BEGIN Data excerpts
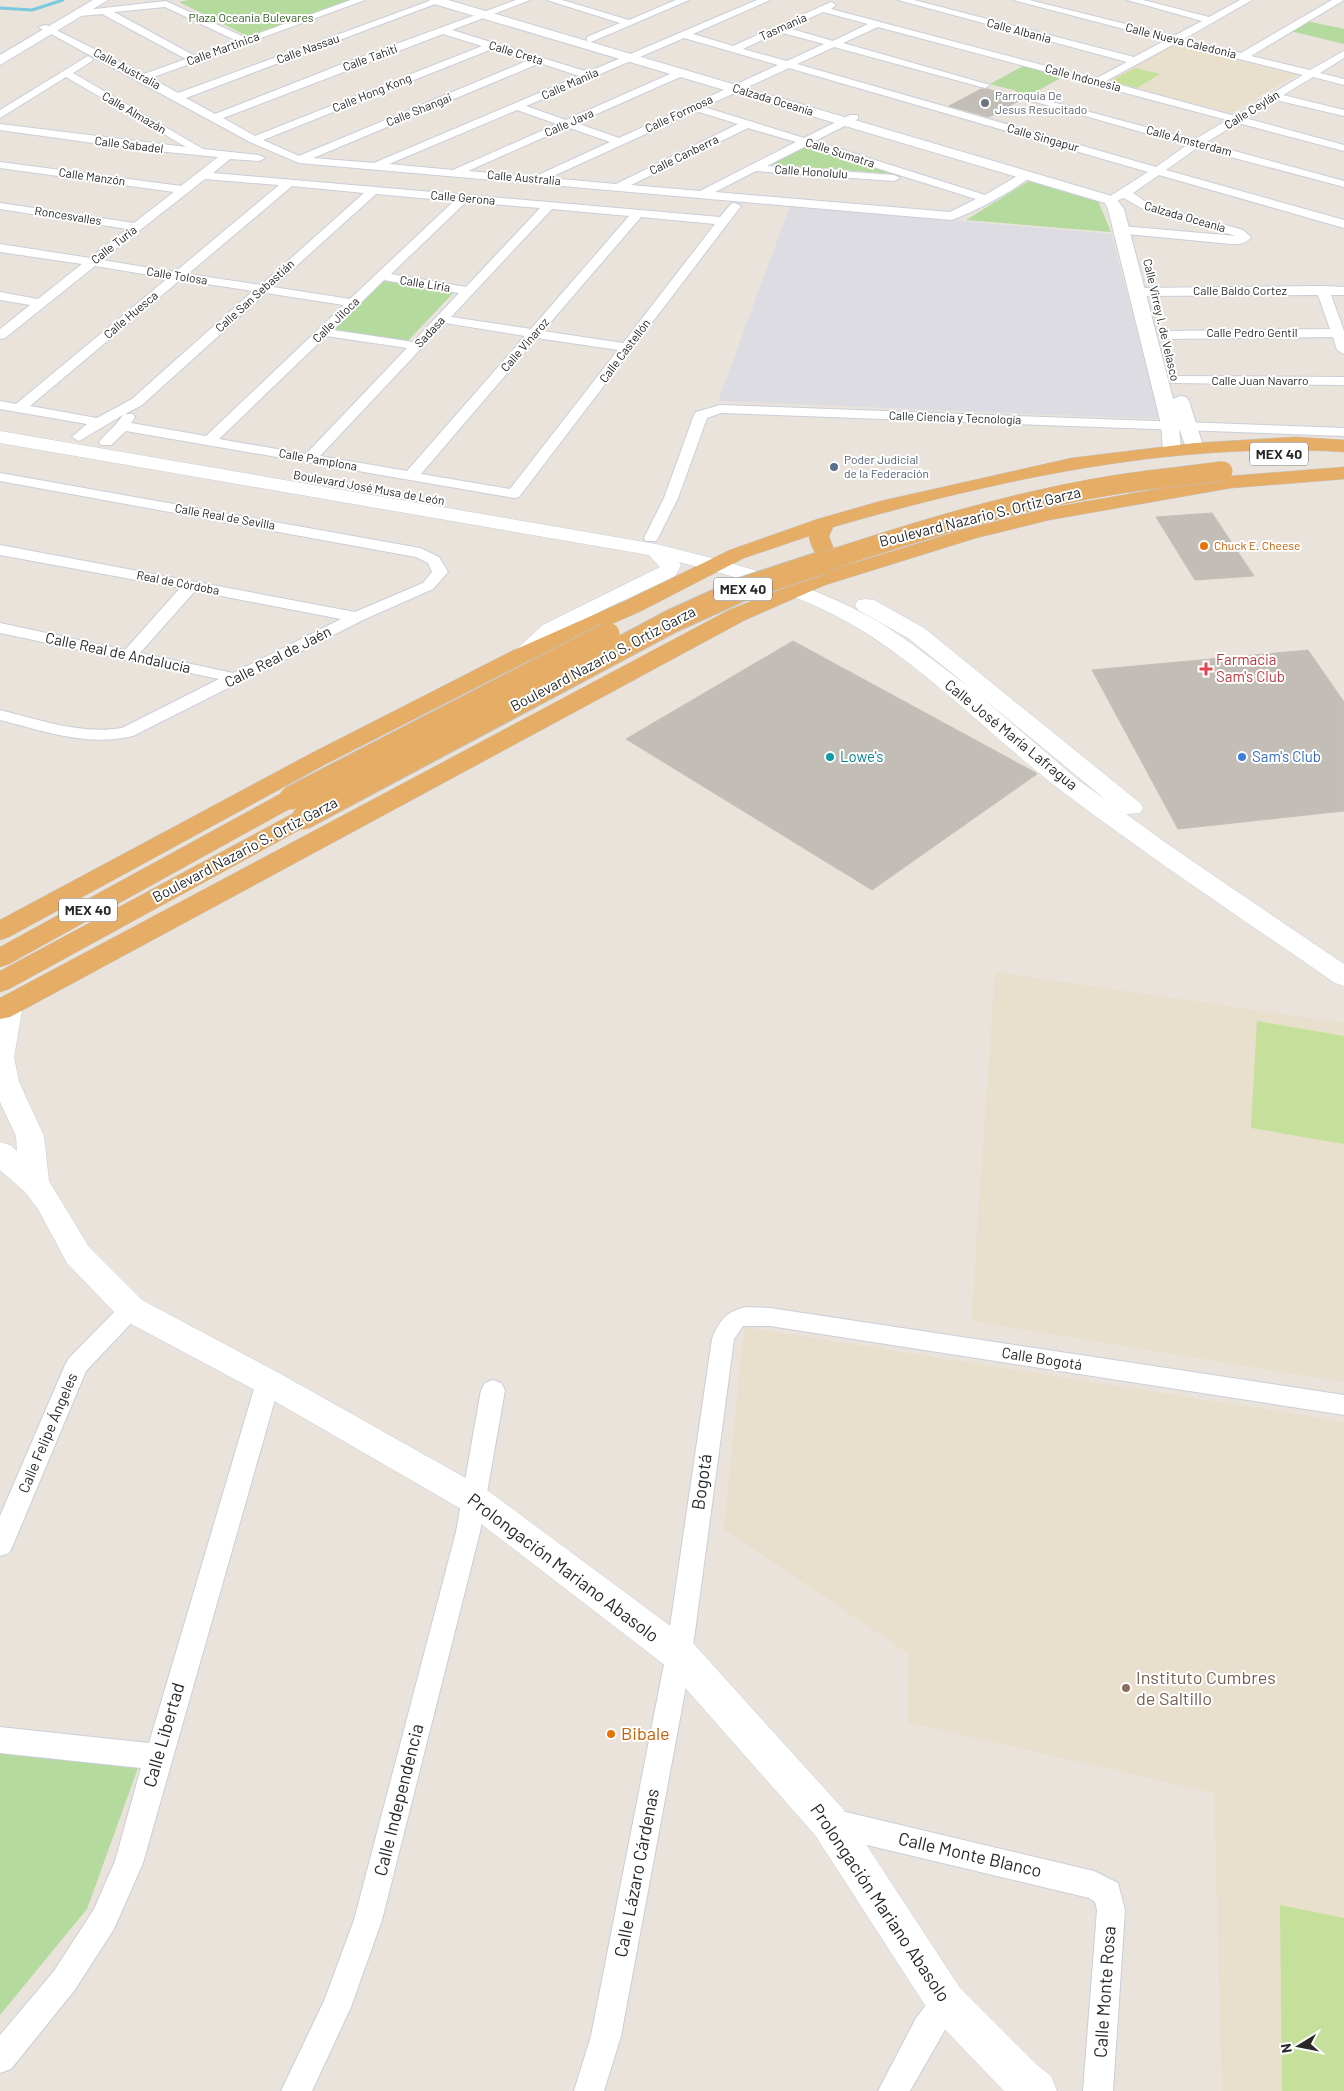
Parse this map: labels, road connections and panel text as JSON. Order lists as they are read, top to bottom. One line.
{"streets":{"highway":["MEX 40","Boulevard Nazario S. Ortiz Garza"],"main road":["Boulevard José Musa de León","Calle José María Lafragua","Prolongación Mariano Abasolo"],"street":["Tasmania","Calle Albania","Calle Nueva Caledonia","Calle Martinica","Calle Nassau","Calle Creta","Calle Tahití","Calle Australia","Calle Indonesia","Calle Manila","Calle Hong Kong","Calzada Oceanía","Calle Shangai","Calle Ceylán","Calle Almazán","Calle Formosa","Calle Java","Calle Singapur","Calle Ámsterdam","Calle Sabadel","Calle Sumatra","Calle Canberra","Calle Honolulu","Calle Manzón","Calle Gerona","Roncesvalles","Calle Turia","Calle Tolosa","Calle Liria","Calle Baldo Cortez","Calle San Sebastián","Calle Huesca","Calle Jiloca","Calle Virrey I. de Velasco","Sadasa","Calle Pedro Gentil","Calle Vinaroz","Calle Castellón","Calle Juan Navarro","Calle Ciencia y Tecnología","Calle Pamplona","Calle Real de Sevilla","Real de Córdoba","Calle Real de Andalucía","Calle Real de Jaén","Calle Bogotá","Calle Felipe Ángeles","Bogotá","Calle Libertad","Calle Independencia","Calle Monte Blanco","Calle Lázaro Cárdenas","Calle Monte Rosa"]},"crossings":[["Tasmania","Calle Indonesia"],["Tasmania","Calle Singapur"],["Calle Nueva Caledonia","Calle Ceylán"],["Calle Martinica","Calle Australia"],["Calle Nassau","Calle Australia"],["Calle Nassau","Calzada Oceanía"],["Calle Creta","Calle Tahití"],["Calle Creta","Calle Manila"],["Calle Creta","Calle Hong Kong"],["Calle Creta","Calle Shangai"],["Calle Tahití","Calle Australia"],["Calle Tahití","Calzada Oceanía"],["Calle Australia","Calle Manila"],["Calle Australia","Calle Hong Kong"],["Calle Australia","Calzada Oceanía"],["Calle Australia","Calle Shangai"],["Calle Australia","Calle Formosa"],["Calle Australia","Calle Java"],["Calle Australia","Calle Sumatra"],["Calle Australia","Calle Canberra"],["Calle Indonesia","Calle Ceylán"],["Calle Indonesia","Calle Formosa"],["Calle Manila","Calzada Oceanía"],["Calle Manila","Calle Singapur"],["Calzada Oceanía","Calle Ceylán"],["Calzada Oceanía","Calle Formosa"],["Calzada Oceanía","Calle Java"],["Calzada Oceanía","Calle Virrey I. de Velasco"],["Calle Ceylán","Calle Singapur"],["Calle Ceylán","Calle Ámsterdam"],["Calle Ceylán","Calle Virrey I. de Velasco"],["Calle Almazán","Calle Sabadel"],["Calle Formosa","Calle Singapur"],["Calle Formosa","Calle Sumatra"],["Calle Sabadel","Calle Turia"],["Calle Sumatra","Calle Canberra"],["Calle Sumatra","Calle Honolulu"],["Calle Manzón","Calle Turia"],["Calle Gerona","Calle Turia"],["Calle Gerona","Calle San Sebastián"],["Calle Gerona","Calle Huesca"],["Calle Gerona","Calle Jiloca"],["Calle Gerona","Sadasa"],["Calle Gerona","Calle Vinaroz"],["Calle Gerona","Calle Castellón"],["Roncesvalles","Calle Turia"],["Calle Turia","Calle Tolosa"],["Calle Tolosa","Calle San Sebastián"],["Calle Tolosa","Calle Huesca"],["Calle Tolosa","Calle Jiloca"],["Calle Liria","Calle Jiloca"],["Calle Liria","Sadasa"],["Calle Baldo Cortez","Calle Virrey I. de Velasco"],["Calle San Sebastián","Calle Pamplona"],["Calle San Sebastián","Boulevard José Musa de León"],["Calle Jiloca","Calle Pamplona"],["Calle Virrey I. de Velasco","Calle Pedro Gentil"],["Calle Virrey I. de Velasco","Calle Juan Navarro"],["Calle Virrey I. de Velasco","Calle Ciencia y Tecnología"],["Sadasa","Calle Pamplona"],["Calle Vinaroz","Calle Pamplona"],["Calle Castellón","Calle Pamplona"],["Calle Ciencia y Tecnología","Boulevard José Musa de León"],["Boulevard José Musa de León","Calle José María Lafragua"],["Calle Real de Sevilla","Calle Real de Jaén"],["Real de Córdoba","Calle Real de Jaén"],["Calle Real de Andalucía","Calle Real de Jaén"],["Calle Bogotá","Bogotá"],["Calle Felipe Ángeles","Prolongación Mariano Abasolo"],["Bogotá","Prolongación Mariano Abasolo"],["Bogotá","Calle Lázaro Cárdenas"],["Prolongación Mariano Abasolo","Calle Libertad"],["Prolongación Mariano Abasolo","Calle Independencia"],["Prolongación Mariano Abasolo","Calle Monte Blanco"],["Prolongación Mariano Abasolo","Calle Lázaro Cárdenas"],["Calle Monte Blanco","Calle Monte Rosa"]],"parks":["Plaza Oceania Bulevares"],"places":{"other":["Parroquia De Jesus Resucitado","Poder Judicial de la Federación","Chuck E. Cheese","Lowe's","Sam's Club","Instituto Cumbres de Saltillo","Bibale"],"health":["Farmacia Sam's Club"]},"north":"left"}
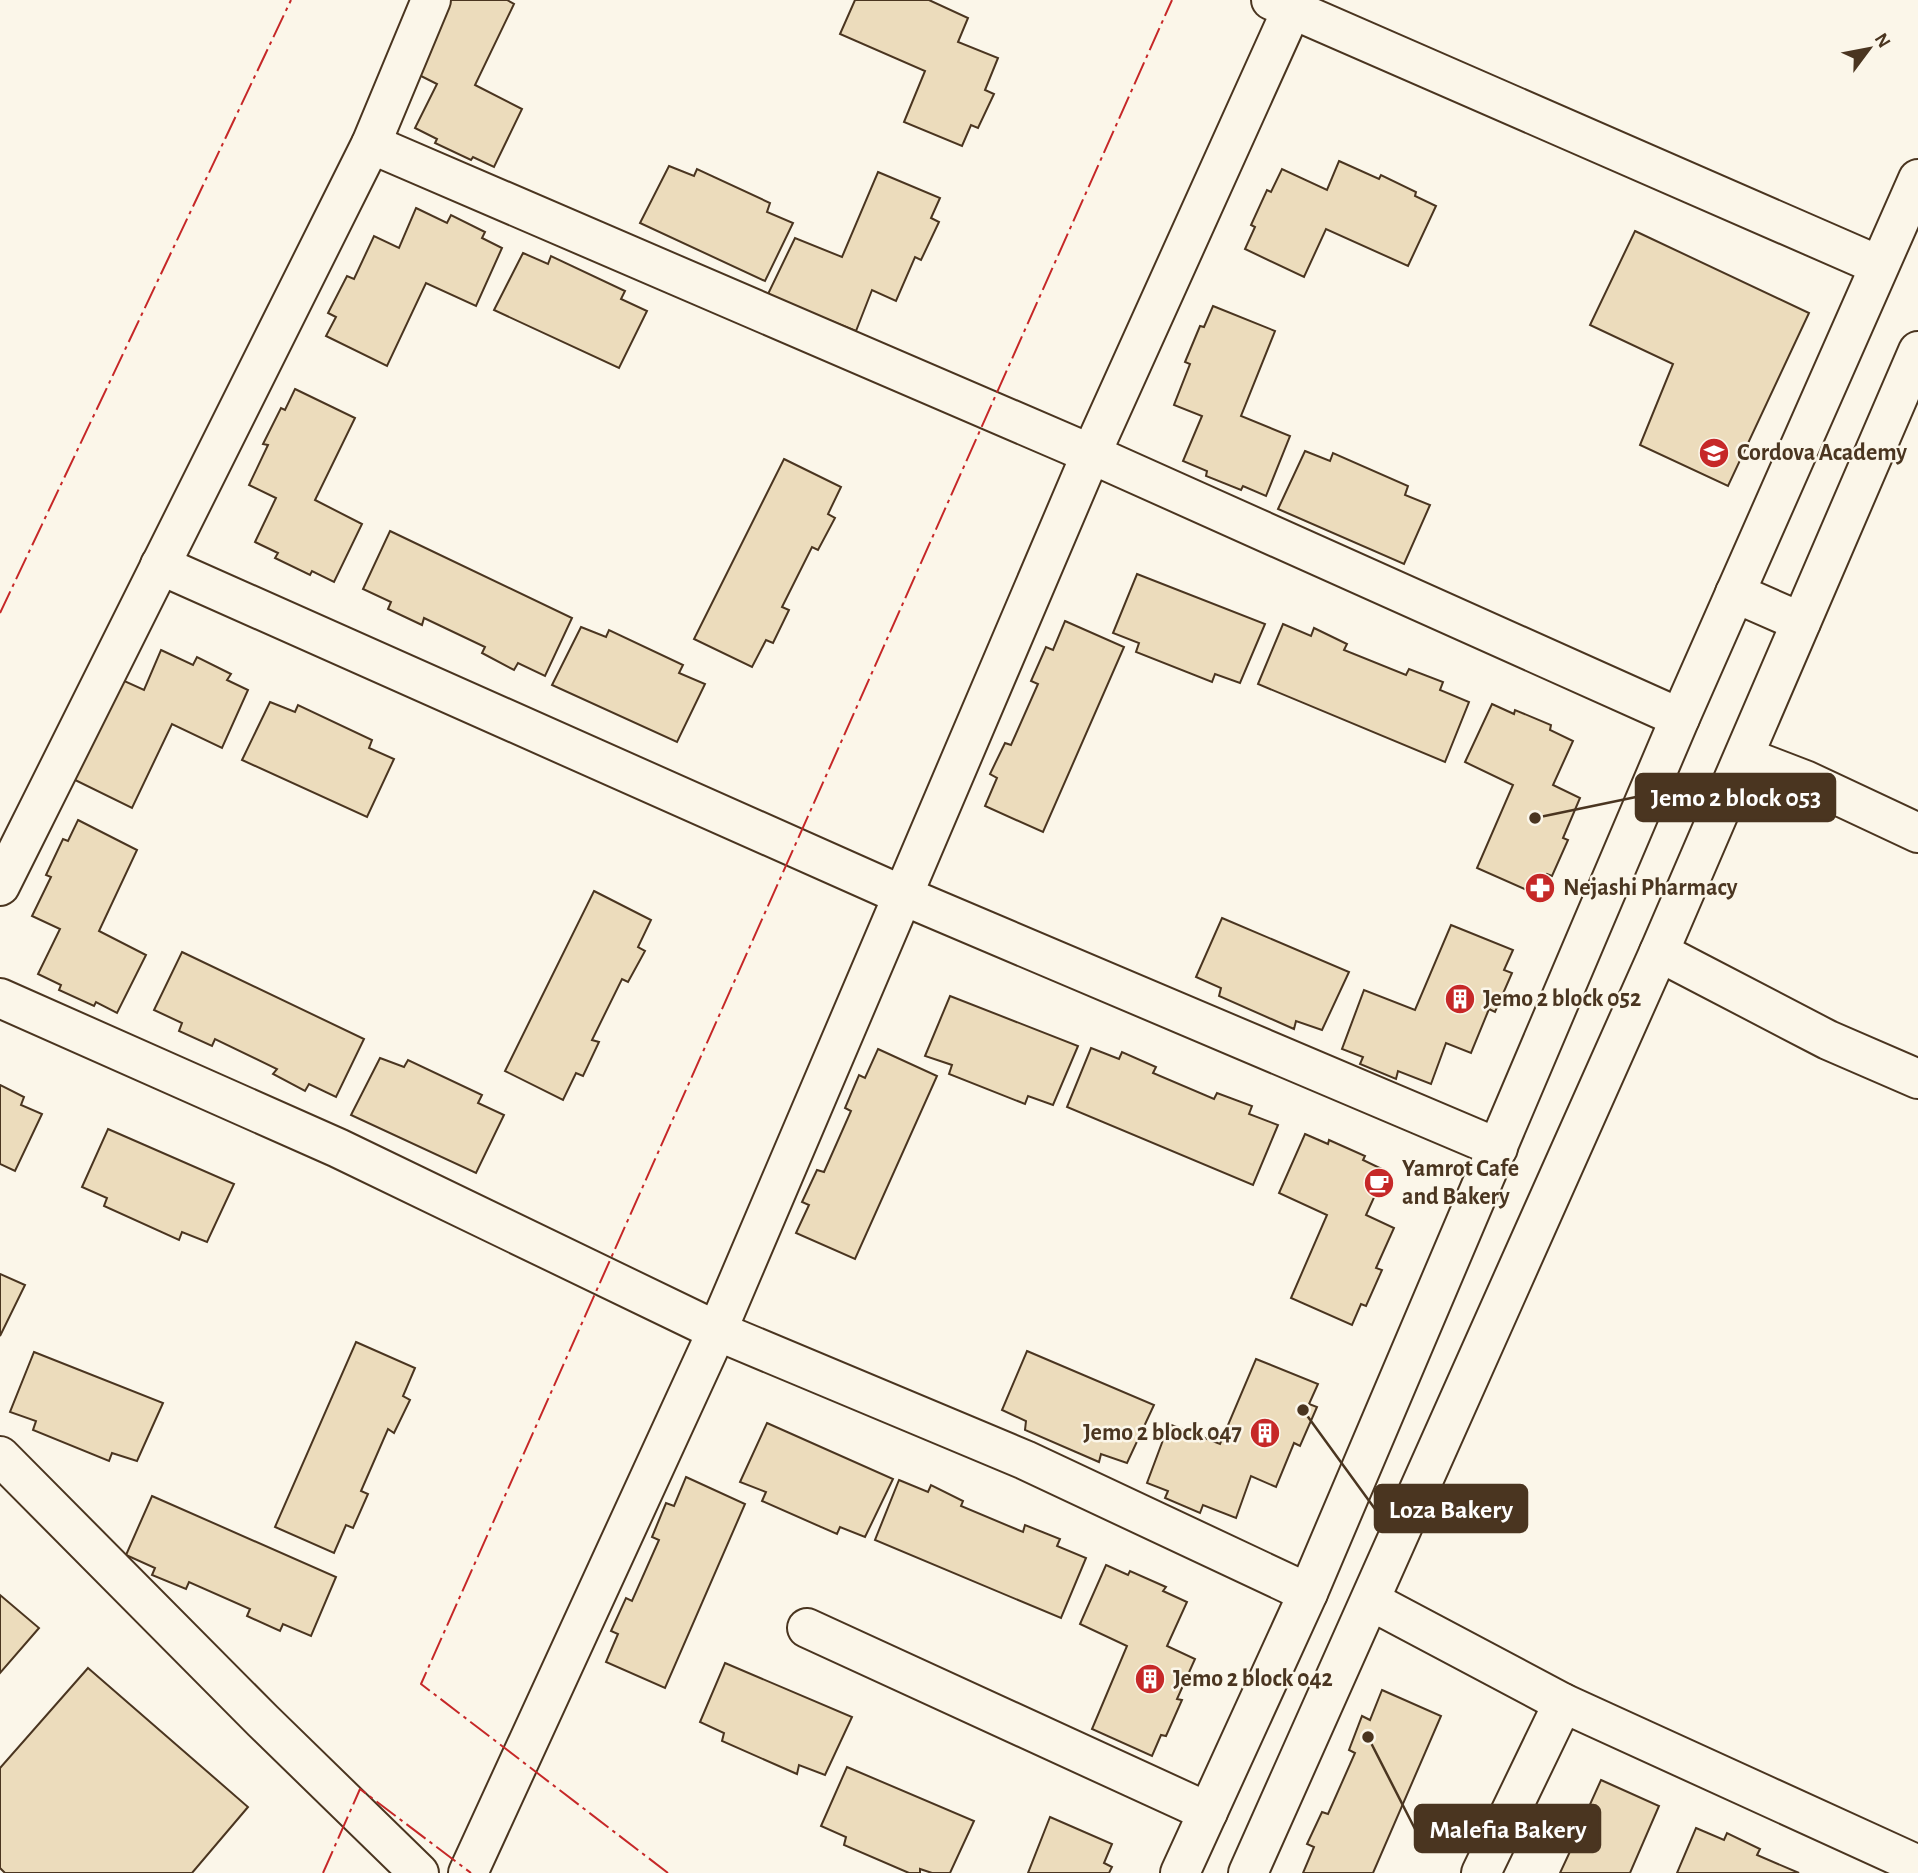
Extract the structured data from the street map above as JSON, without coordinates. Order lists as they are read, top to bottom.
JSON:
{
  "places": {
    "school or university": ["Cordova Academy"],
    "other": ["Jemo 2 block 053", "Loza Bakery", "Malefia Bakery"],
    "pharmacy": ["Nejashi Pharmacy"],
    "building": ["Jemo 2 block 052", "Jemo 2 block 047", "Jemo 2 block 042"],
    "cafe": ["Yamrot Cafe and Bakery"]
  },
  "north": "top right"
}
END Data excerpts
Task prompt:
Scan the material above for the string "lists". Copy each line that holds it.

Solution to this task:
Parse this map: labels, road connections and panel text as JSON. Order lists as they are read, top to bottom. One line.
Extract the structured data from the street map above as JSON, without coordinates. Order lists as they are read, top to bottom.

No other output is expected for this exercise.